Imagine a funhouse at a local fair or festival, the kind with a maze of mirrors, undulating floors, a steep, enormous slide, mirrors that stretch and squish viewers, air jets meant to startle patrons and a tunnel of love. Now, take that funhouse, drop it in the world of Atlanta’s rap superstars and let Future create the soundtrack. The WIZRD is exactly how that would sound.
On his seventh album, Future has once again transformed himself. As one of rap’s foremost stars with an image to maintain, he made the decision to try something new. He set out to craft a collection of songs that will warp, distort and reimagine the sound of Atlanta trap music. With help from a team of stalwart producers and up-and-comers, Future has done just that.
The rapper displays a newfound hunger on The WIZRD. He showcases his dexterity over off-kilter beats from the likes of Tay Keith and 808 Mafia’s Southside and TM88. Amidst the chaos, his voice rings out loud and clear as he twists his words around the rumble of the 808s and the spark of the keys and samples. The lead single, “Crushed Up,” is a prime example. Future is at his best on this track, turning the braggadocio to the max as he ponders his lavish lifestyle. Now, if not for the production from Wheezy, this track would be standard Future fare. This is by no means a bad thing, but the production on this song, and the album as a whole for that matter, is where Future begins to experiment. Never has he rapped over a beat this strange. As the beat’s sample rides, its keys are stretched to their limit, sounding more like a wail than a synth blast.

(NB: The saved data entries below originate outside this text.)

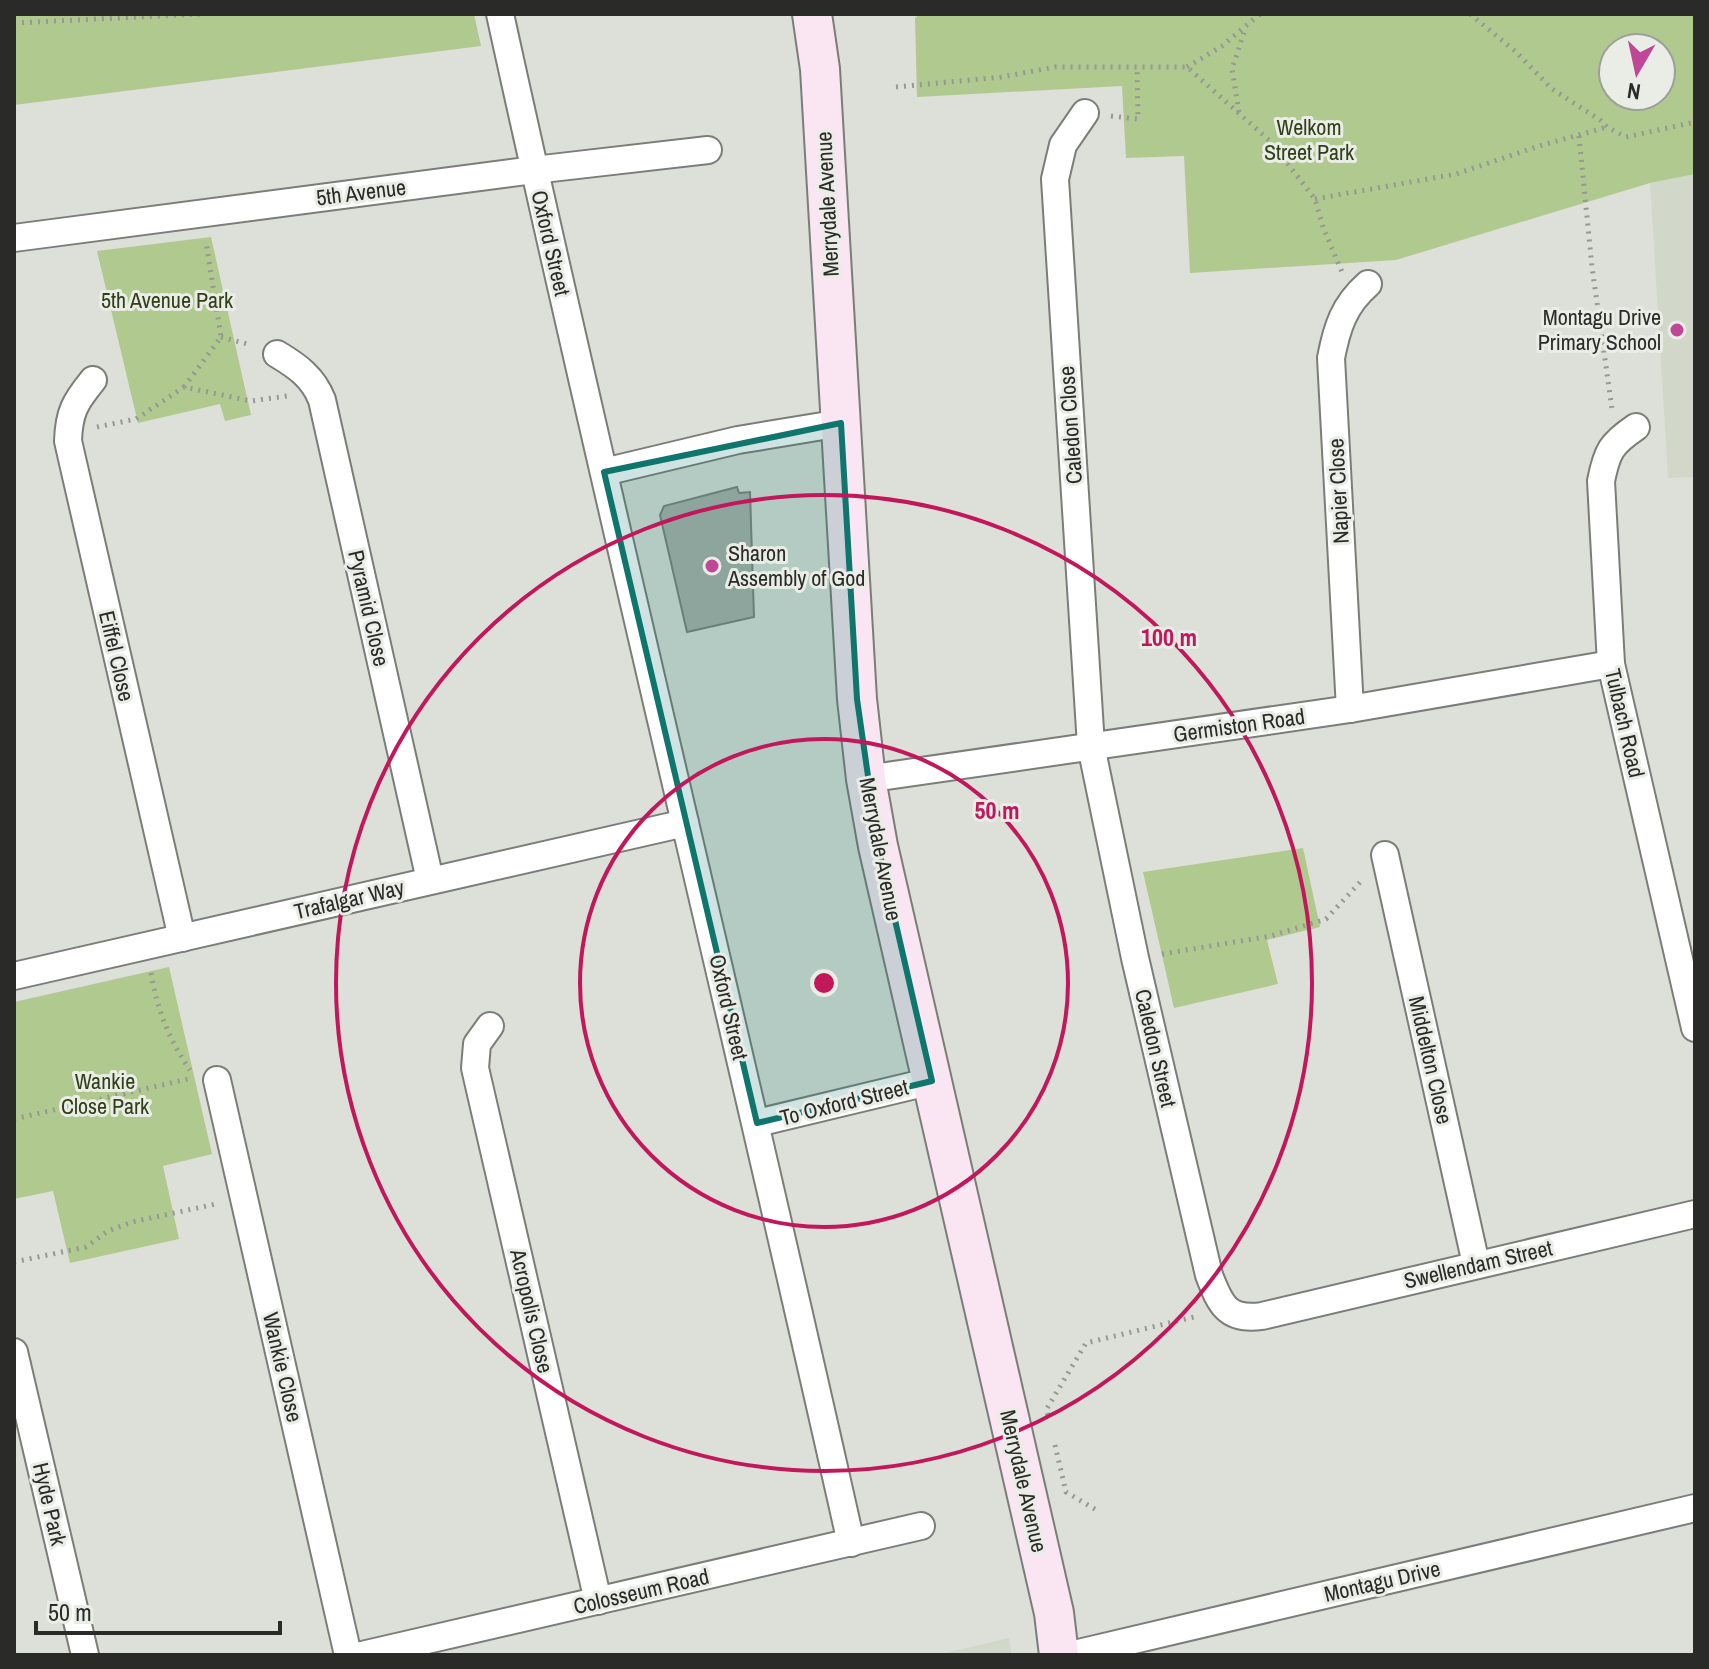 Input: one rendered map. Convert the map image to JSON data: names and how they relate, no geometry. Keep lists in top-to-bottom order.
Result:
{
  "streets": {
    "street": [
      "5th Avenue",
      "Merrydale Avenue",
      "Oxford Street",
      "Caledon Close",
      "Napier Close",
      "Pyramid Close",
      "Eiffel Close",
      "Tulbach Road",
      "Germiston Road",
      "Trafalgar Way",
      "Caledon Street",
      "Middelton Close",
      "To Oxford Street",
      "Swellendam Street",
      "Acropolis Close",
      "Wankie Close",
      "Hyde Park",
      "Montagu Drive",
      "Colosseum Road"
    ]
  },
  "crossings": [
    ["5th Avenue", "Oxford Street"],
    ["Merrydale Avenue", "Germiston Road"],
    ["Merrydale Avenue", "To Oxford Street"],
    ["Merrydale Avenue", "Montagu Drive"],
    ["Oxford Street", "Trafalgar Way"],
    ["Oxford Street", "To Oxford Street"],
    ["Oxford Street", "Colosseum Road"],
    ["Caledon Close", "Germiston Road"],
    ["Caledon Close", "Caledon Street"],
    ["Napier Close", "Germiston Road"],
    ["Pyramid Close", "Trafalgar Way"],
    ["Eiffel Close", "Trafalgar Way"],
    ["Tulbach Road", "Germiston Road"],
    ["Germiston Road", "Caledon Street"],
    ["Caledon Street", "Swellendam Street"],
    ["Middelton Close", "Swellendam Street"],
    ["Acropolis Close", "Colosseum Road"]
  ],
  "parks": ["Welkom Street Park", "5th Avenue Park", "Wankie Close Park"],
  "places": ["Montagu Drive Primary School", "Sharon Assembly of God"],
  "scale_bar": "50 m",
  "north": "bottom",
  "rings": ["100 m", "50 m"]
}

This continues throughout the entire album. Every beat sounds as if it came straight from a carnival, and Future, fully embodying his “wizard” title, is nothing short of magical as he flows over each of them. As with most of his releases, Future is more focused on the vibe of each track than the lyrics. However, between the slick talk and the boasts, he still finds time to throw some sentimentality into his lyrics. On the album opener “Never Stop,” Future’s delivery is somber and subdued, and the lyrics parallel this. “Never Stop” is Future reflecting on his entire career up to the release of The WIZRD, covering the ground between his rise to fame and his recent kicking of his lean habit. Introspective cuts like this and “Krazy but True” blended with hard hitters like “Call the Coroner” allow Future to showcase just how multifaceted a rapper he is.
Given all the highlights Future provides listeners, he occasionally strays from the path and makes some poor decisions. Primarily, the album is far too long. Clocking in at over one hour with 20 tracks, The WIZRD overstays its welcome at times. If five to seven of the weaker tracks like “First Off” featuring Travis Scott and “Talk Shit like a Preacher,” whose sounds are beyond played out at this point, were cut, the album would benefit greatly. Songs like these are not bad, but they bring nothing new to the table. Their beats are fairly pedestrian and the lyrics and flow are typical of Atlanta trap. They are so glaringly normal that they hold The WIZRD back from being near the top of Future’s discography.
Nonethless, The WIZRD feels like a return to form for Future, who just recently released a lackluster collaborative album with Juice WRLD. If anything, this album proves that Future, even at this stage of his career, has more than enough gas left in the tank.